In General Deportment.

Stop at the assumption of a supercilious, ducal air, especially if small of stature, monkey-brained and impecunious. This is solely the privilege of floor-walkers, brained midgets and actresses’ husbands.

Stop, on the other hand, if tall and commanding, before cultivating a creeping, crushed demeanor, unless you are a colporteur or dog-stealer.

Stop on the brink of wholly disregarding the prevailing fashions. Knee-breeches, shoe-buckles, a powdered wig, and a swallow-tailed coat, with the waist-buttons between the shoulder-blades, would stamp you as an eccentric at the present day.

Stop before despising the requirements of the seasons. A straw-hat in a snow-storm, for instance, would excite remark.

Stop when vanity counsels an excess of ornament. To exhibit a jewel or two with judgment is one thing, to groan under a clanking avoirdupois of gauds and trinkets another.

Stop at the claims of both a cadaverous gravity and a causeless facetiousness of demeanor. Neither the belfry owl nor the proverbial basket of chips should be your model in this regard.

Stop on the verge of unnecessary violence in word and deed. Resent, if you must, without preliminary roaring. The deadly submarine torpedo is terrible in its explosion, but less noisy than the harmless bursting of an inflated paper-bag.

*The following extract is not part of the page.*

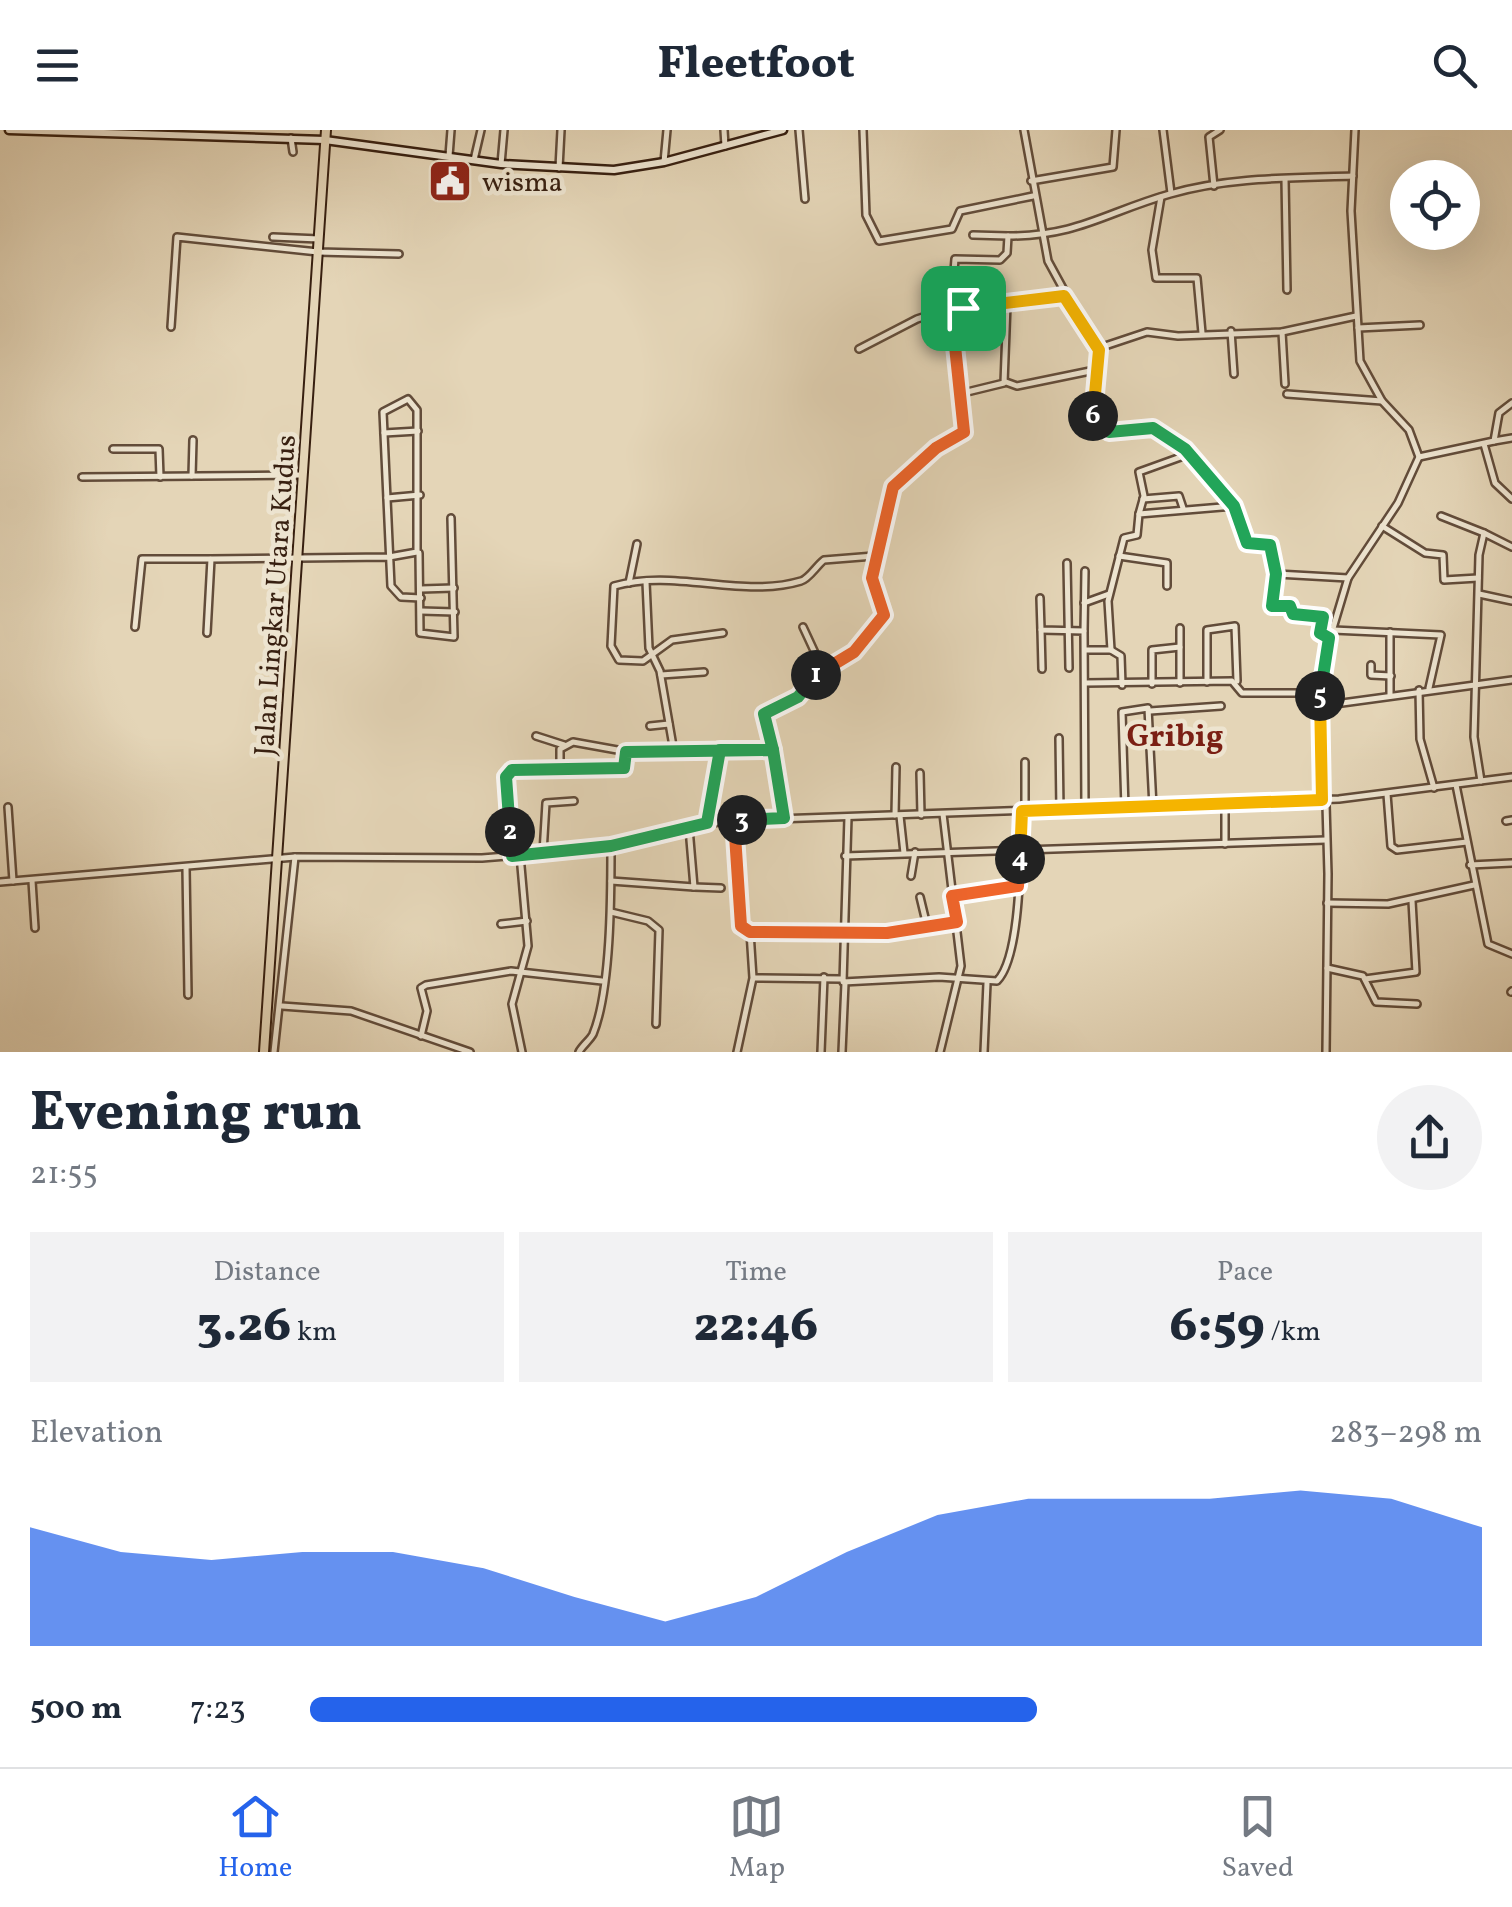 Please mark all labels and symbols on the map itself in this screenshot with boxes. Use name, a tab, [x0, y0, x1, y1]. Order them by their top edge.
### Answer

Stop before criticising what you do not understand. The bore indulging in this species of idiocy is deserving of an enforced association with numerous mothers-in-law in a whisper-gallery.

Stop, indeed, snap your jaws to like a spring-trap, at the very suggestion of an oath or low expression. “Profanity,” says Lacon, “never yet dignified wrath nor emphasized a great purpose.”

Stop before indulging in covert sneers. Indeed, “a good, mouth-filling oath” is preferable, because less hypocritical, but an ungarnished assertion is better than either.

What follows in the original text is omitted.